__What is expected__:
For the records that follow, please set down exactly the lines between the one holding "Quick job: Build" and the one holding "For a GIS import: Dump", inclusive, and only those.

__Dataset entries__:

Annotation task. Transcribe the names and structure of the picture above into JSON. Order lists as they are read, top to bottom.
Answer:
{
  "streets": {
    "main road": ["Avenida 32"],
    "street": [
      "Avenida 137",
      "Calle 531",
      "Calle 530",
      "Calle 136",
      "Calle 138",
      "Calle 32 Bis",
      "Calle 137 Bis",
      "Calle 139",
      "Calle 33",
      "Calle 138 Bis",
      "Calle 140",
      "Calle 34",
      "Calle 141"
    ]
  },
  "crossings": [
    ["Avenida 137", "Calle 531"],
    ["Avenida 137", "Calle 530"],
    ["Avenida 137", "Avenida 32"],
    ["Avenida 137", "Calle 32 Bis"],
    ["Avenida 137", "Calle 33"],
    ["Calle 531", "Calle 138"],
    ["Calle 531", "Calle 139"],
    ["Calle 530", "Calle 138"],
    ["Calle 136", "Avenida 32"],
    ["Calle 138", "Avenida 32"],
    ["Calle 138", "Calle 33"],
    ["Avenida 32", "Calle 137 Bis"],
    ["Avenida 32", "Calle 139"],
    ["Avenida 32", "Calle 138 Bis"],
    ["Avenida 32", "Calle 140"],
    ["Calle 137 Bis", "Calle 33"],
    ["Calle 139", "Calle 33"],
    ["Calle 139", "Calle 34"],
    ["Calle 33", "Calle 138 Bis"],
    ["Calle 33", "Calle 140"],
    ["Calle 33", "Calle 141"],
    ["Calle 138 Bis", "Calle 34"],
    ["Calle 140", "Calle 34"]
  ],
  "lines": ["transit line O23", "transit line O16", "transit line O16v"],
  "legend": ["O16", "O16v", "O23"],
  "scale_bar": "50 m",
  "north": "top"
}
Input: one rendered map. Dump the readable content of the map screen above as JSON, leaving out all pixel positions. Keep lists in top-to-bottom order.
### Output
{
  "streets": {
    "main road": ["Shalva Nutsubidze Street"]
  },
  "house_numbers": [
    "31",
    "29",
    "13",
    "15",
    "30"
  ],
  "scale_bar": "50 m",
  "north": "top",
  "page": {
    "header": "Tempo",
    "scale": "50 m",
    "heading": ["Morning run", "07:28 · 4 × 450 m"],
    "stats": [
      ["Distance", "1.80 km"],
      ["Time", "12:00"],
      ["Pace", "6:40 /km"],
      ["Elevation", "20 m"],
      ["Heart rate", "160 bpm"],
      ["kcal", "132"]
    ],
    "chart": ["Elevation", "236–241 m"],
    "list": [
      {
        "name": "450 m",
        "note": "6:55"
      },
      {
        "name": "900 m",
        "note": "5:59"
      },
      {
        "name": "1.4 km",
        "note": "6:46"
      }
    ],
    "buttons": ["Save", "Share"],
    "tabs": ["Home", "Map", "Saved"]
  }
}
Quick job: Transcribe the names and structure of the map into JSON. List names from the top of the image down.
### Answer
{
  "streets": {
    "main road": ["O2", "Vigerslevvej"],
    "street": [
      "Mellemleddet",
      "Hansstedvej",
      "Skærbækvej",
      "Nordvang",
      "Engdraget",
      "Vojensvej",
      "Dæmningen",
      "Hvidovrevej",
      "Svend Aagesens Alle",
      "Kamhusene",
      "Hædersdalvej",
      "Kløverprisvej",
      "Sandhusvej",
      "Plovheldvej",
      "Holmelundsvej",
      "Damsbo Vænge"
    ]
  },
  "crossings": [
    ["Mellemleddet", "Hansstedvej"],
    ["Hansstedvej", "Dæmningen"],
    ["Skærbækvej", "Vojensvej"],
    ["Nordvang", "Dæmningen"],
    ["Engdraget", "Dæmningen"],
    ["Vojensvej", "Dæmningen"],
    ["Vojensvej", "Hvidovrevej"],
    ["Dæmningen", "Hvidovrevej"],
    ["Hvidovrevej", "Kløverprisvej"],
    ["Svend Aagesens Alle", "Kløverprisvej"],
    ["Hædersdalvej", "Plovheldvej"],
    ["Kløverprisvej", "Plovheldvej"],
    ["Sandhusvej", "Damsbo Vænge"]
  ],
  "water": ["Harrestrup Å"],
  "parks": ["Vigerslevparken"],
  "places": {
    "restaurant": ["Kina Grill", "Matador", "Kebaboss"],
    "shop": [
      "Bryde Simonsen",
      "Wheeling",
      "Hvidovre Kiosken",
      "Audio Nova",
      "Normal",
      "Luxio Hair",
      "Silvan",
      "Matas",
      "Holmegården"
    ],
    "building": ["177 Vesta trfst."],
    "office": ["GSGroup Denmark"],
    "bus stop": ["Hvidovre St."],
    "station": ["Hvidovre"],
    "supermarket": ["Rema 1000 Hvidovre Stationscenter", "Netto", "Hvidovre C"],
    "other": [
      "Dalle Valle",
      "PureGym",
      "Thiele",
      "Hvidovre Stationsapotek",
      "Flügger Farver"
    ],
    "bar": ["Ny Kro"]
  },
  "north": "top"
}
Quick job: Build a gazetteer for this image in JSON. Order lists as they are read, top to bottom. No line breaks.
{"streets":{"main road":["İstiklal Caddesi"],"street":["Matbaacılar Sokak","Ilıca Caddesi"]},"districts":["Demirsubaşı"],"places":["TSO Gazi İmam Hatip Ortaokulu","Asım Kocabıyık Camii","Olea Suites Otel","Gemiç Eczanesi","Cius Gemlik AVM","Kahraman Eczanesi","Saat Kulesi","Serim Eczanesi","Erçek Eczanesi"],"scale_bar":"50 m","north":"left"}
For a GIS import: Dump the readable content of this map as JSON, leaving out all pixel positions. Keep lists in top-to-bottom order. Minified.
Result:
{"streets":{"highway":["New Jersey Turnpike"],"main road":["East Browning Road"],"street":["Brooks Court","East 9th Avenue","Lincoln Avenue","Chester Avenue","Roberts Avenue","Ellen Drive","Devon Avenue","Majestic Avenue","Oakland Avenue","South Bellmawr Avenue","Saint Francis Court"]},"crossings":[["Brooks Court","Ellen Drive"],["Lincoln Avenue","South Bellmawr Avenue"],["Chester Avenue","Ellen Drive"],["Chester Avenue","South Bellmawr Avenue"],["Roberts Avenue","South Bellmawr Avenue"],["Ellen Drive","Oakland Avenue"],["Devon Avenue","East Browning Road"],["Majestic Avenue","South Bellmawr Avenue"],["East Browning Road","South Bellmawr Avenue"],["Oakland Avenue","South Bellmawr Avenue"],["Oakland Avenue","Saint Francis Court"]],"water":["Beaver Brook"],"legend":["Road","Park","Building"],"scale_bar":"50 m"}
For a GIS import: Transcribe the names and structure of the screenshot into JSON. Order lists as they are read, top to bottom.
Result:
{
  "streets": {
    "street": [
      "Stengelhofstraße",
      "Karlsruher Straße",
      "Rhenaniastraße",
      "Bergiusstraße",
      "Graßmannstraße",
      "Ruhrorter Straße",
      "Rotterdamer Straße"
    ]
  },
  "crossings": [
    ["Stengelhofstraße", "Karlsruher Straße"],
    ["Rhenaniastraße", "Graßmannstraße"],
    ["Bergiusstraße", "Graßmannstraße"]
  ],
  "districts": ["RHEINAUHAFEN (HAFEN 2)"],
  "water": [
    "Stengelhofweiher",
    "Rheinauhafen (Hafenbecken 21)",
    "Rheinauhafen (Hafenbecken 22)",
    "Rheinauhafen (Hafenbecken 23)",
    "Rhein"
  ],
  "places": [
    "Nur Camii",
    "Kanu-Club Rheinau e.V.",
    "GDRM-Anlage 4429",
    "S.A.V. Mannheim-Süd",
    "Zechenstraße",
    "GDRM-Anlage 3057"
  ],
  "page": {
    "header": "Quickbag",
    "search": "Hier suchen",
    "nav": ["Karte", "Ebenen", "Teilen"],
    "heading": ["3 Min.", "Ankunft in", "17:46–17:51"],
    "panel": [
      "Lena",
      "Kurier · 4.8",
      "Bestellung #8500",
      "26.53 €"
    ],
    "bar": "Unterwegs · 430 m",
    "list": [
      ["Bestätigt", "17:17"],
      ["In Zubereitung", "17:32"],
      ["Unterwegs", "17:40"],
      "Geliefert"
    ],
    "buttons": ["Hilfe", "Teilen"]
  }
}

__Answer to this problem__:
Quick job: Build a gazetteer for this image in JSON. Order lists as they are read, top to bottom. No line breaks.
{"streets":{"main road":["İstiklal Caddesi"],"street":["Matbaacılar Sokak","Ilıca Caddesi"]},"districts":["Demirsubaşı"],"places":["TSO Gazi İmam Hatip Ortaokulu","Asım Kocabıyık Camii","Olea Suites Otel","Gemiç Eczanesi","Cius Gemlik AVM","Kahraman Eczanesi","Saat Kulesi","Serim Eczanesi","Erçek Eczanesi"],"scale_bar":"50 m","north":"left"}
For a GIS import: Dump the readable content of this map as JSON, leaving out all pixel positions. Keep lists in top-to-bottom order. Minified.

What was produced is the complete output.